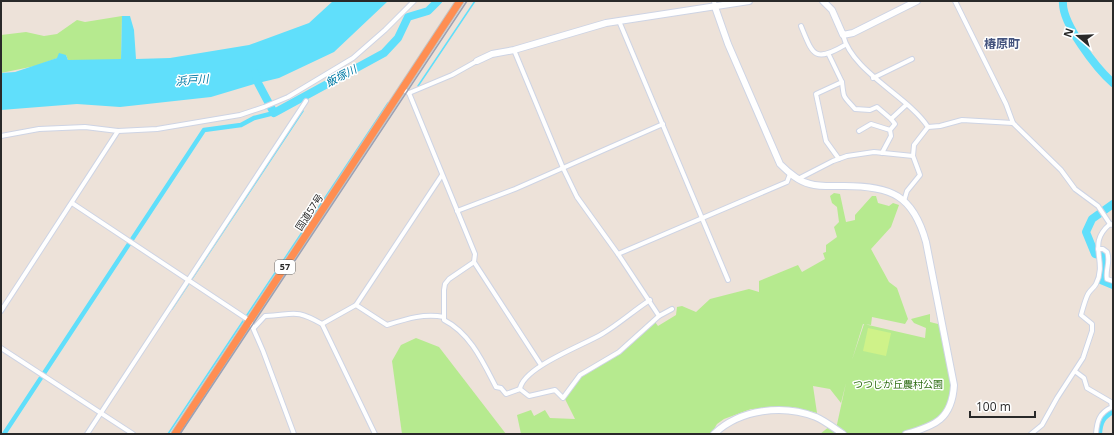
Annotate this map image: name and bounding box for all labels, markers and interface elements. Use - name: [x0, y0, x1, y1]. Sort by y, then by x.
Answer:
- north arrow: [1058, 16, 1098, 56]
- text: N: [1060, 26, 1077, 39]
- district label: 椿原町: [984, 35, 1020, 52]
- water label: 飯塚川: [323, 61, 360, 90]
- water label: 浜戸川: [175, 71, 210, 88]
- street label: 国道57号: [292, 191, 326, 233]
- road number: 57: [275, 260, 295, 274]
- park label: つつじが丘農村公園: [853, 377, 943, 391]
- scale bar: [970, 393, 1035, 419]
- text: 100 m: [976, 398, 1011, 415]

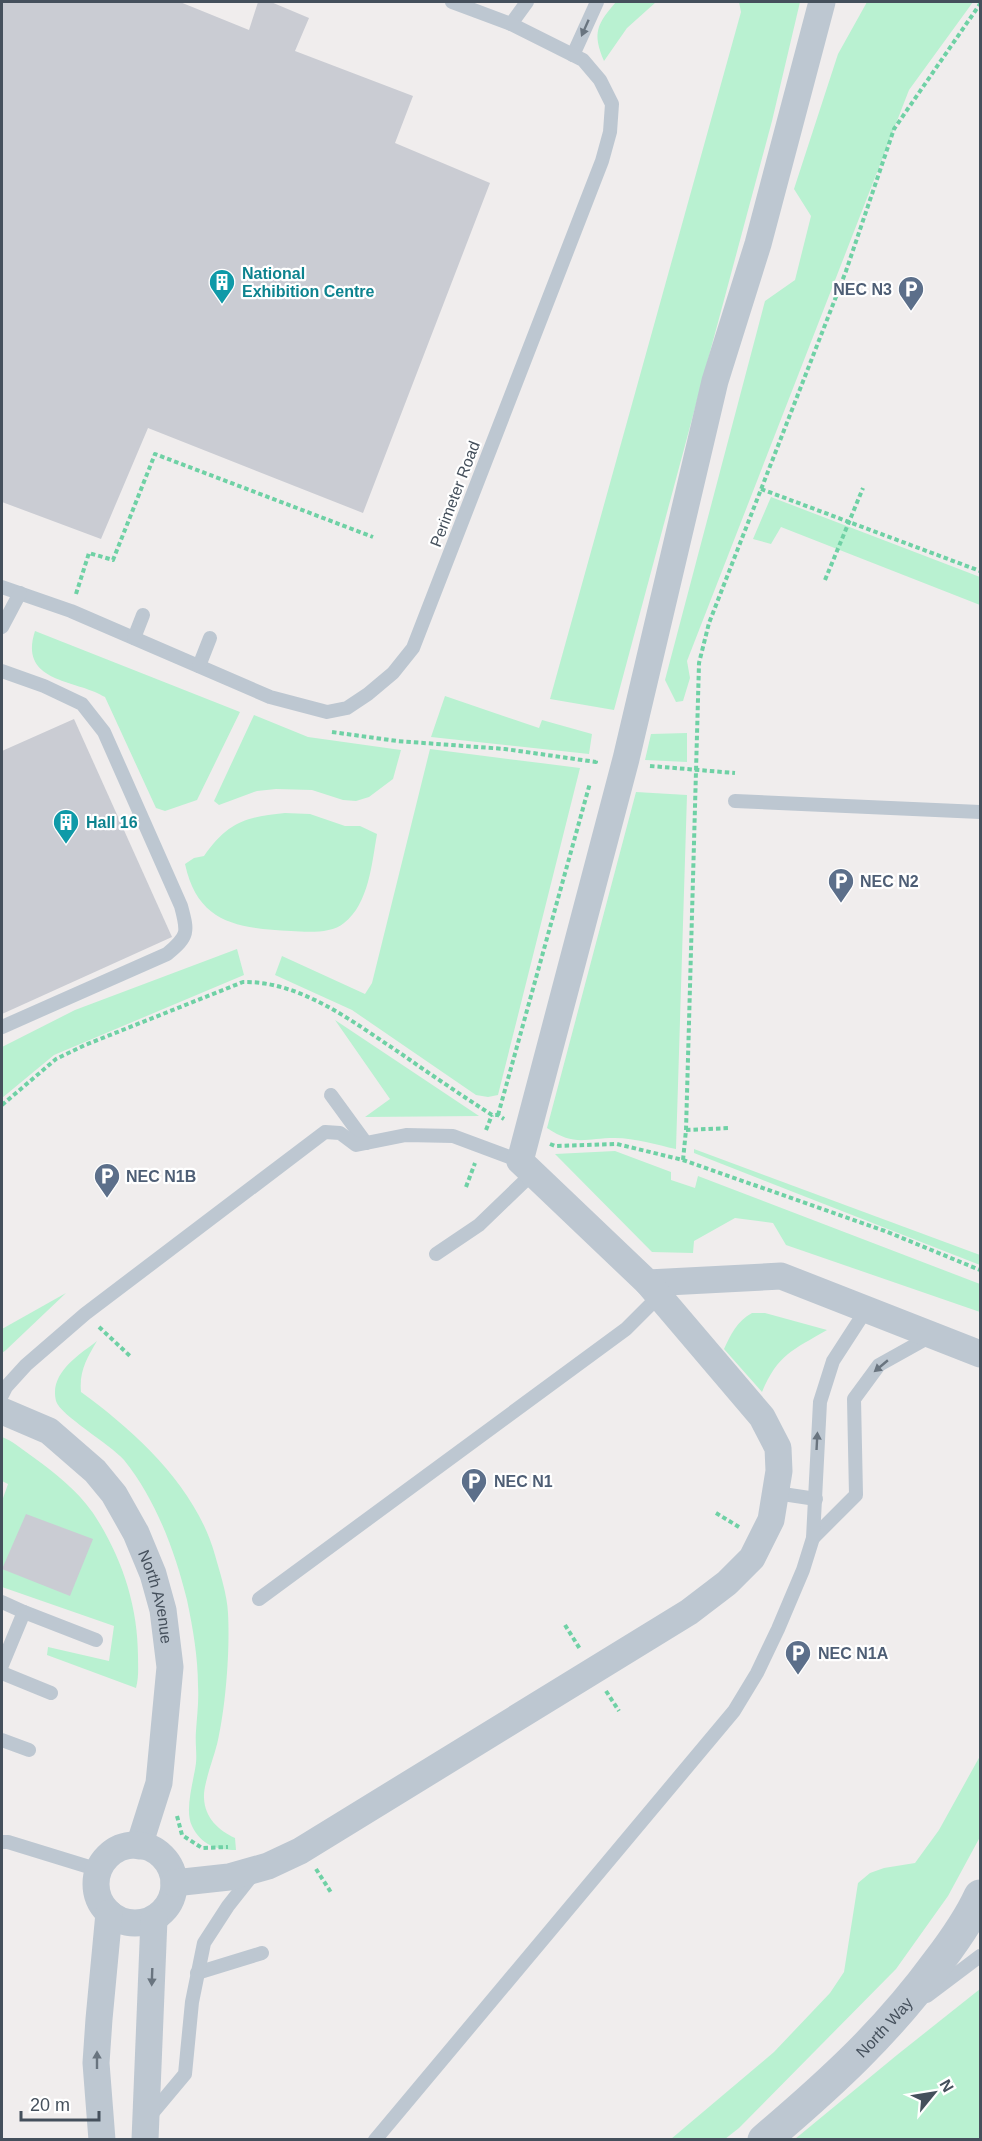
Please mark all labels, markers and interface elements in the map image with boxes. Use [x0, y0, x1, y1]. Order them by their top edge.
═══
▶ _Task description_
All of the data is to be transcribed exactly, with images omitted.

▶ _Response below_
Annotate this map image: name and bounding box for all labels, markers and interface elements. Use - name: [x0, y0, x1, y1]. Sort by y, then by x.
Answer:
- north arrow: [1058, 16, 1098, 56]
- text: N: [1060, 26, 1077, 39]
- district label: 椿原町: [984, 35, 1020, 52]
- water label: 飯塚川: [323, 61, 360, 90]
- water label: 浜戸川: [175, 71, 210, 88]
- street label: 国道57号: [292, 191, 326, 233]
- road number: 57: [275, 260, 295, 274]
- park label: つつじが丘農村公園: [853, 377, 943, 391]
- scale bar: [970, 393, 1035, 419]
- text: 100 m: [976, 398, 1011, 415]

Please mark all labels, markers and interface elements in the map image with boxes. Use [x0, y0, x1, y1]. Order them by their top edge.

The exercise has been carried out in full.